Calling this process “engineering” makes it sound precise and logical. But if you go to the Midjourney Discord and watch people issuing prompts, and you’ll see stuff like this …

galaxy arising from a brain, 8k, octane render, micro detailed — upbeta — test — creative

my teeth are yellow, hello world :: would you like me a little better if they were white like yours — s 5000 — q 2 — upbeta — v 3

hg giger lovecraft nightmarish realm where monsters eternally reign terror

chaos corrupted the once valor knight, transforming them into a powerful villian. Horns bursted from their heads, wing and tails grew from their sides, fingers and toes grew into claws. this is what does the void does. this is how life loses….

There’s definitely a method to prompt-writing. But it feels less like a methodical form of engineering than someone casting about for the right magical incantations, having accidentally misplaced their spellbook and thus buttonmashing things a bit. Or perhaps more interestingly, prompt-writing seems like a human trying to coax an eager but befuddled pack-animal to do our bidding. We think it’s understanding what we’re saying? But we’re using a lot of jazz hands and excitable shouting to make sure.

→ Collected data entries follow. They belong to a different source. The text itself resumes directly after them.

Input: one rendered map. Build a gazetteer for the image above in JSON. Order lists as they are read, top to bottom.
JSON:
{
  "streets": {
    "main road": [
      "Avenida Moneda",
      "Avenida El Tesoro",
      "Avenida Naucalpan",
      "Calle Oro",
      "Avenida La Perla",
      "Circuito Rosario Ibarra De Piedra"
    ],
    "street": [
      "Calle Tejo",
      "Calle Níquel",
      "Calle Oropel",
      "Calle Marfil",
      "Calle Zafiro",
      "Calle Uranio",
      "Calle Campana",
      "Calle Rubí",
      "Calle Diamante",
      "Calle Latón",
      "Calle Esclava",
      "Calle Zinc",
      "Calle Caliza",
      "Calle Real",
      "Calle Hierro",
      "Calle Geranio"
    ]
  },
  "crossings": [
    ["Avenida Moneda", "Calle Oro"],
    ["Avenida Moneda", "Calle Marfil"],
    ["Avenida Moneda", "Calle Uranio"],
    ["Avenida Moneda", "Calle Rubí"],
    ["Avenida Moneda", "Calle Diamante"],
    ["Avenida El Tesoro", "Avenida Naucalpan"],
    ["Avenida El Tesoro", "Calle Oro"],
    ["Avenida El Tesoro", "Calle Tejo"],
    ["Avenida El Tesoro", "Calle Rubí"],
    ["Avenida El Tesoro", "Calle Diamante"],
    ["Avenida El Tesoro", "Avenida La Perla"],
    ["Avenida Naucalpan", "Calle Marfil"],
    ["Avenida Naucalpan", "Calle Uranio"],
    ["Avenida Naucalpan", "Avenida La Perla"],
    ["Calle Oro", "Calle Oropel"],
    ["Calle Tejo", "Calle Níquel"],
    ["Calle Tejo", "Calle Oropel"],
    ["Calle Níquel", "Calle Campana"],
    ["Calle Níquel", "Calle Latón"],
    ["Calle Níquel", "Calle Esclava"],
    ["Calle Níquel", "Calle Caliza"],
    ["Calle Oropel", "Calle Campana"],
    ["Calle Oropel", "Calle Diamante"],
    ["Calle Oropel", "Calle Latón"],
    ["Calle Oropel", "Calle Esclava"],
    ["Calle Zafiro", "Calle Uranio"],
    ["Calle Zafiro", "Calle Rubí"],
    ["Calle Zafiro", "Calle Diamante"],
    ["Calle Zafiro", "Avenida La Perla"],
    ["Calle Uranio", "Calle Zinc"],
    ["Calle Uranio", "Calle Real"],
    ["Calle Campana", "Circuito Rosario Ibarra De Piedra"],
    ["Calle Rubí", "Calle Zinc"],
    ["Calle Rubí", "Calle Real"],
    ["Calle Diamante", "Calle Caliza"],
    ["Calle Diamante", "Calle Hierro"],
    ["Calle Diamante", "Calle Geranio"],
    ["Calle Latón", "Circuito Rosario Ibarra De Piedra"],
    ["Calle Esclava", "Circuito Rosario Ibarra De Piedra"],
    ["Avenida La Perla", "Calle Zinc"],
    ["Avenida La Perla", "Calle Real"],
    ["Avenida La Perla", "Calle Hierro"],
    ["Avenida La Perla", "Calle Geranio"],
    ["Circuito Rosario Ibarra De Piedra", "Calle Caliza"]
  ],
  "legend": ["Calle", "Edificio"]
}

This makes for a very strange moment in the history of AI. For decades, AI labored (not always, but often) under the shadow of the Turing Test, the idea that a “smart” AI would be one that behaved and communicated precisely like a clever human. Under the Turing idea, an artificial lifeform could be considered intelligent if it could, say, capably discuss current events. Most recently we’ve extended this clear, precise, natural-language expectation to everyday devices: We talk to Siri and Alexa in everyday cadences, asking for the weather or to set timers.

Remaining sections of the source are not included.